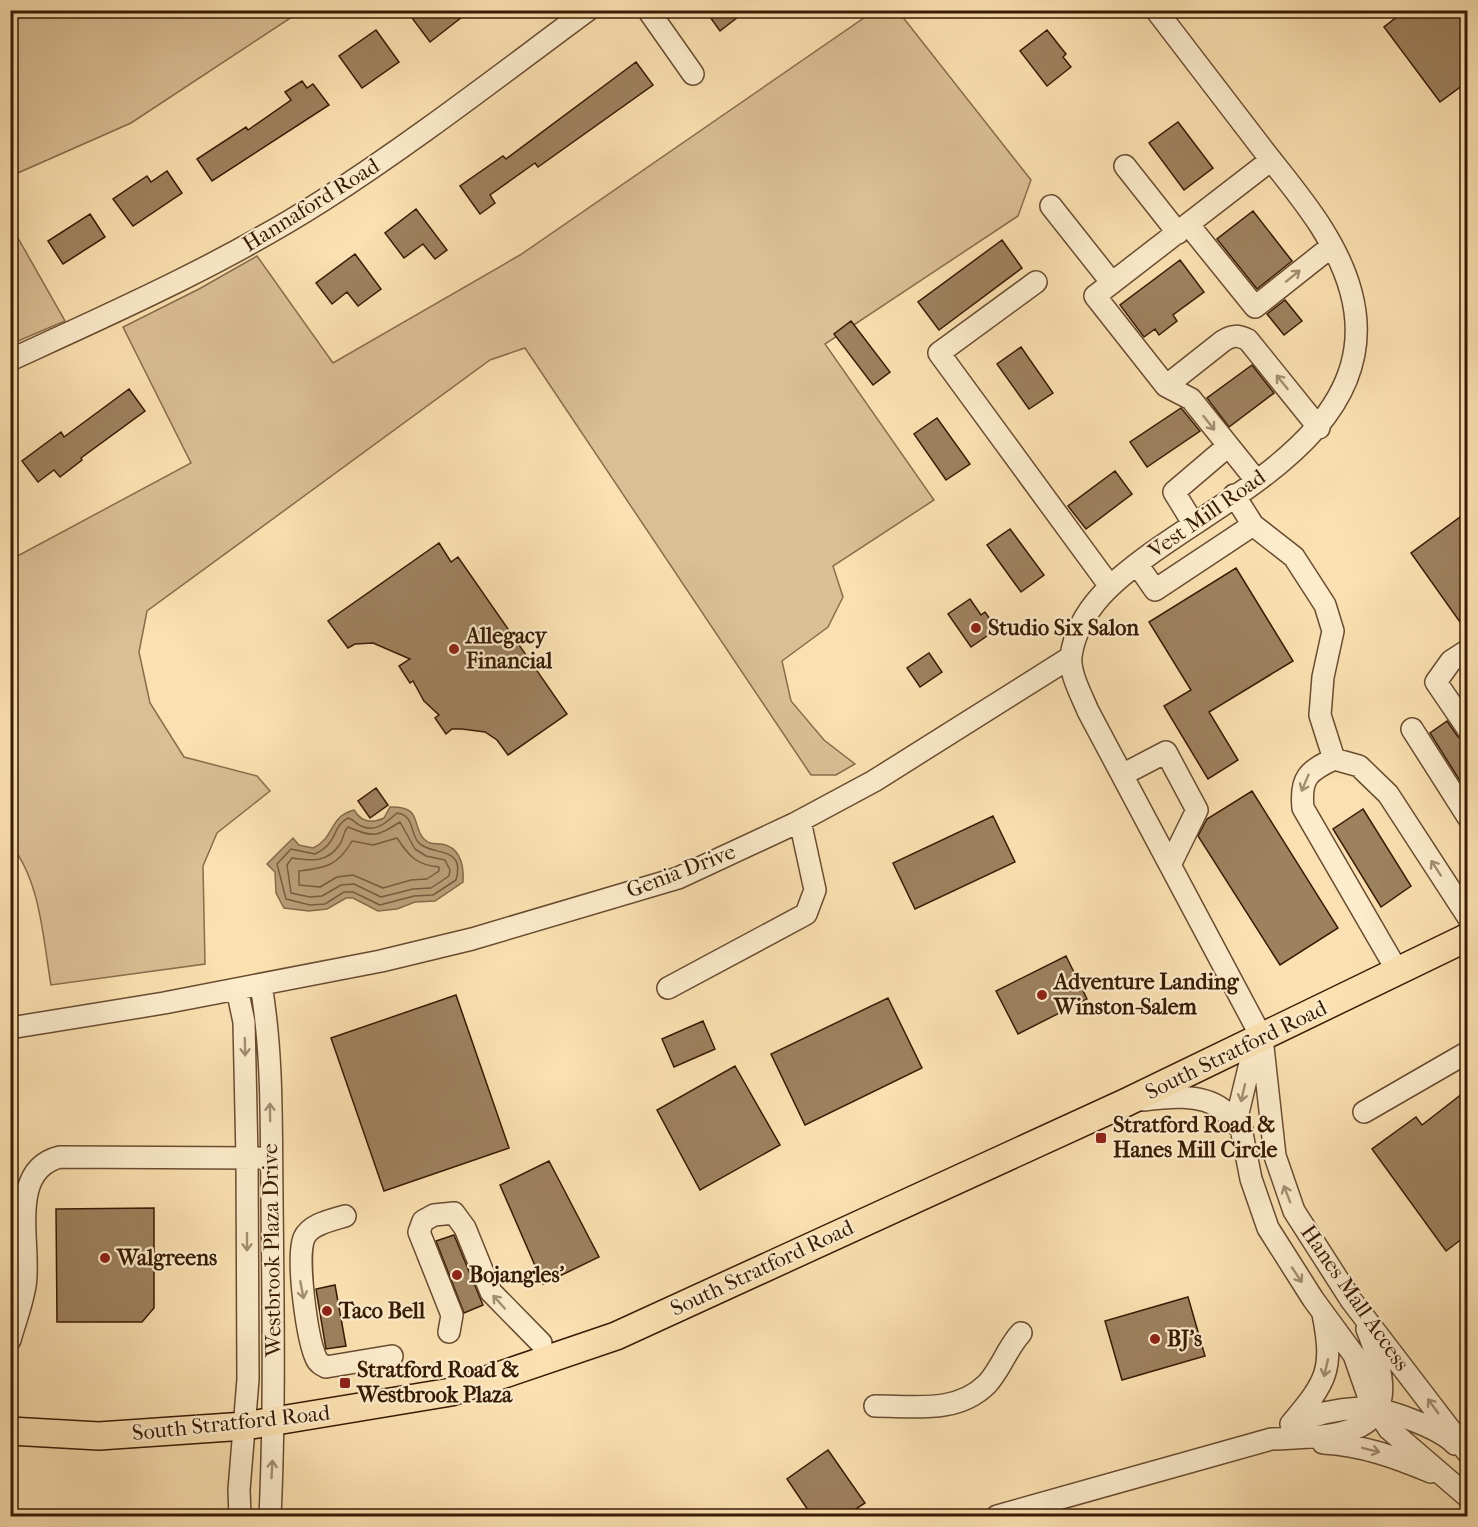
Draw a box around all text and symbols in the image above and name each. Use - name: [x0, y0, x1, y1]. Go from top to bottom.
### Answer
- street label: Hannaford Road: [238, 152, 385, 257]
- one-way arrow: [1285, 270, 1301, 283]
- one-way arrow: [1275, 375, 1289, 390]
- one-way arrow: [1203, 414, 1216, 430]
- street label: Vest Mill Road: [1143, 463, 1271, 565]
- place label: Studio Six Salon: [988, 615, 1139, 641]
- marker: Studio Six Salon: [969, 621, 983, 635]
- place label: Allegacy Financial: [464, 623, 553, 674]
- marker: Allegacy Financial: [447, 642, 461, 656]
- one-way arrow: [1299, 774, 1310, 792]
- street label: Genia Drive: [623, 838, 739, 904]
- one-way arrow: [1430, 860, 1442, 877]
- place label: Adventure Landing Winston-Salem: [1052, 969, 1240, 1020]
- marker: Adventure Landing Winston-Salem: [1035, 988, 1049, 1002]
- street label: South Stratford Road: [1141, 994, 1332, 1105]
- one-way arrow: [239, 1036, 251, 1056]
- one-way arrow: [1237, 1083, 1248, 1102]
- one-way arrow: [264, 1102, 276, 1122]
- place label: Stratford Road & Hanes Mill Circle: [1113, 1112, 1277, 1163]
- marker: Stratford Road & Hanes Mill Circle: [1094, 1131, 1108, 1145]
- street label: Westbrook Plaza Drive: [257, 1143, 287, 1358]
- one-way arrow: [1281, 1185, 1292, 1204]
- street label: South Stratford Road: [666, 1214, 859, 1322]
- street label: Hanes Mall Access: [1295, 1220, 1415, 1376]
- one-way arrow: [241, 1231, 253, 1251]
- place label: Walgreens: [116, 1245, 217, 1271]
- marker: Walgreens: [98, 1251, 112, 1265]
- place label: Bojangles': [469, 1262, 565, 1288]
- one-way arrow: [1291, 1266, 1303, 1283]
- marker: Bojangles': [450, 1268, 464, 1282]
- one-way arrow: [297, 1280, 308, 1300]
- one-way arrow: [492, 1295, 506, 1310]
- place label: Taco Bell: [338, 1298, 426, 1324]
- marker: Taco Bell: [320, 1304, 334, 1318]
- place label: BJ's: [1167, 1326, 1202, 1352]
- marker: BJ's: [1148, 1332, 1162, 1346]
- place label: Stratford Road & Westbrook Plaza: [356, 1357, 519, 1408]
- one-way arrow: [1319, 1358, 1331, 1377]
- marker: Stratford Road & Westbrook Plaza: [338, 1376, 352, 1390]
- one-way arrow: [1427, 1398, 1439, 1415]
- street label: South Stratford Road: [131, 1400, 332, 1446]
- one-way arrow: [1361, 1444, 1380, 1456]
- one-way arrow: [267, 1460, 278, 1480]

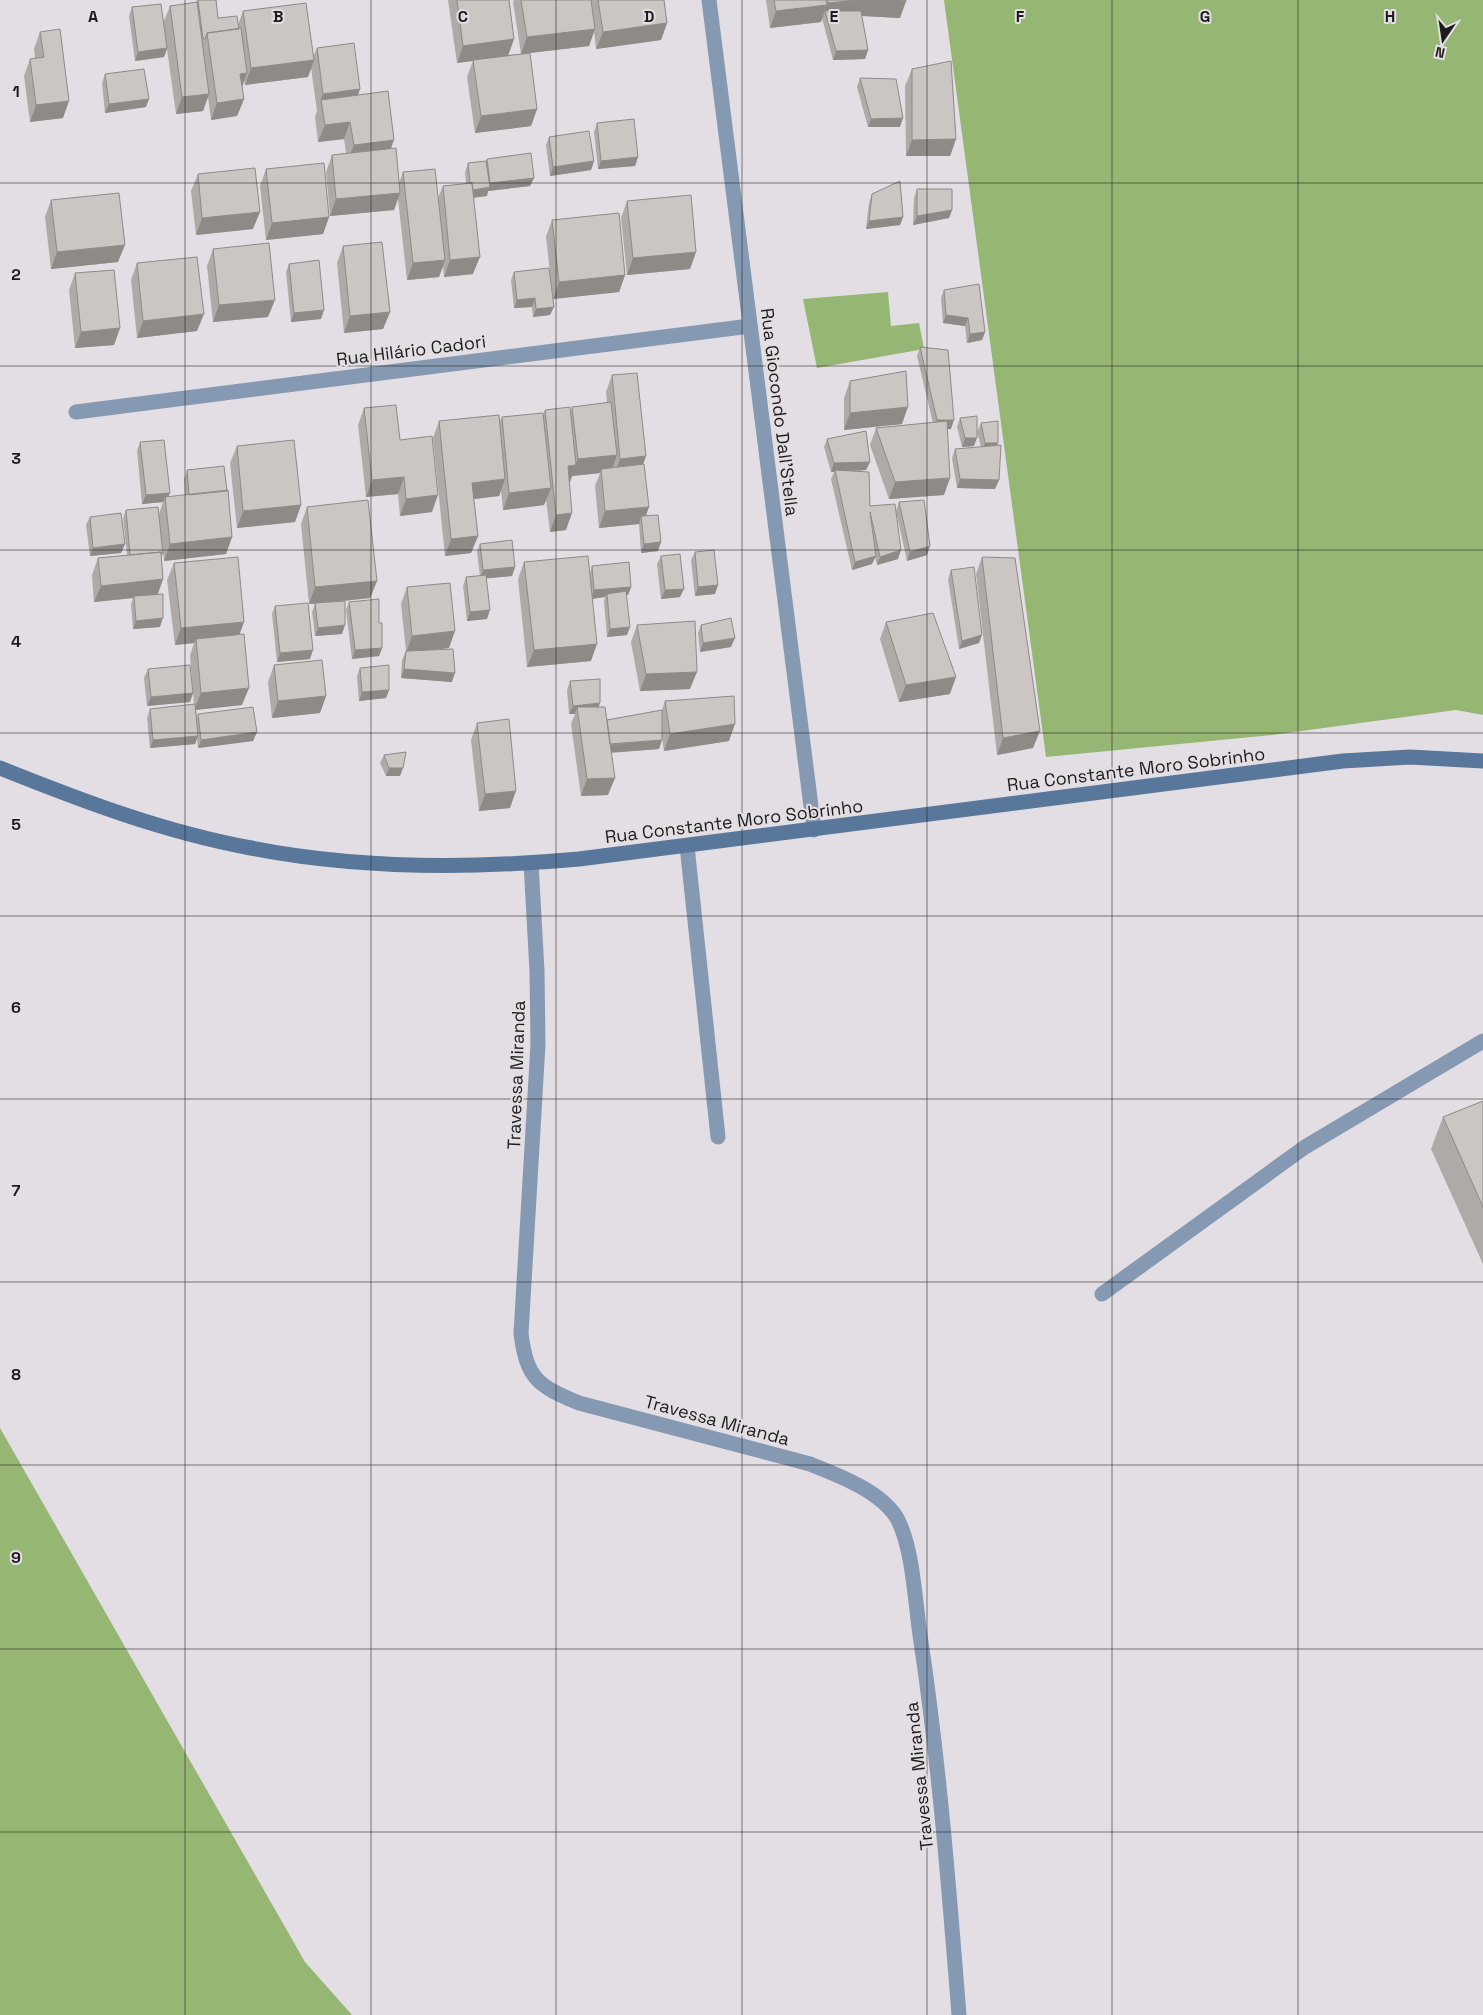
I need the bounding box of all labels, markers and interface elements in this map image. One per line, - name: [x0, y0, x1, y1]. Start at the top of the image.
- text: A: [88, 6, 98, 27]
- text: B: [273, 6, 283, 27]
- text: C: [458, 6, 468, 27]
- text: D: [644, 6, 654, 27]
- text: E: [830, 6, 839, 27]
- text: F: [1016, 6, 1025, 27]
- text: G: [1200, 6, 1210, 27]
- text: H: [1385, 6, 1395, 27]
- north arrow: [1418, 15, 1468, 65]
- text: N: [1433, 43, 1447, 62]
- text: 1: [12, 81, 20, 102]
- text: 2: [11, 264, 21, 285]
- street label: Rua Giocondo Dall'Stella: [756, 307, 804, 517]
- street label: Rua Hilário Cadori: [335, 329, 487, 371]
- text: 3: [11, 448, 21, 469]
- text: 4: [11, 631, 21, 652]
- street label: Rua Constante Moro Sobrinho: [1006, 742, 1266, 796]
- street label: Rua Constante Moro Sobrinho: [604, 794, 864, 848]
- text: 5: [11, 814, 21, 835]
- text: 6: [11, 997, 21, 1018]
- street label: Travessa Miranda: [502, 1000, 530, 1150]
- text: 7: [12, 1180, 21, 1201]
- text: 8: [11, 1364, 21, 1385]
- street label: Travessa Miranda: [642, 1390, 792, 1450]
- text: 9: [11, 1547, 21, 1568]
- street label: Travessa Miranda: [900, 1701, 938, 1851]

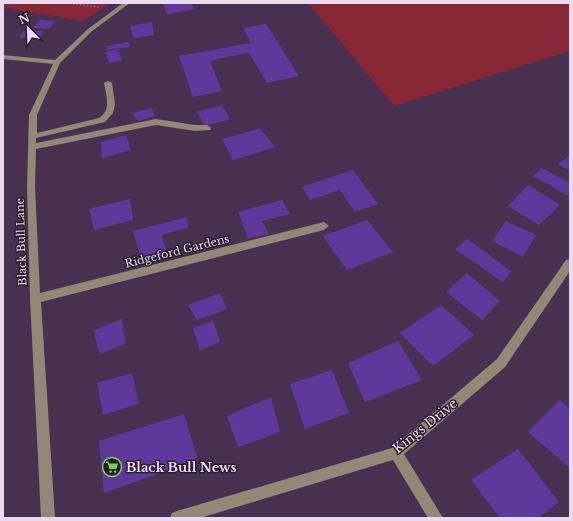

-------------------------

▶ EXERCISE PROMPT
For the string "Financial", return every line of the data where it appears.

▶ SOLVED PROBLEM
- place label: Allegacy Financial: [464, 623, 553, 674]
- marker: Allegacy Financial: [447, 642, 461, 656]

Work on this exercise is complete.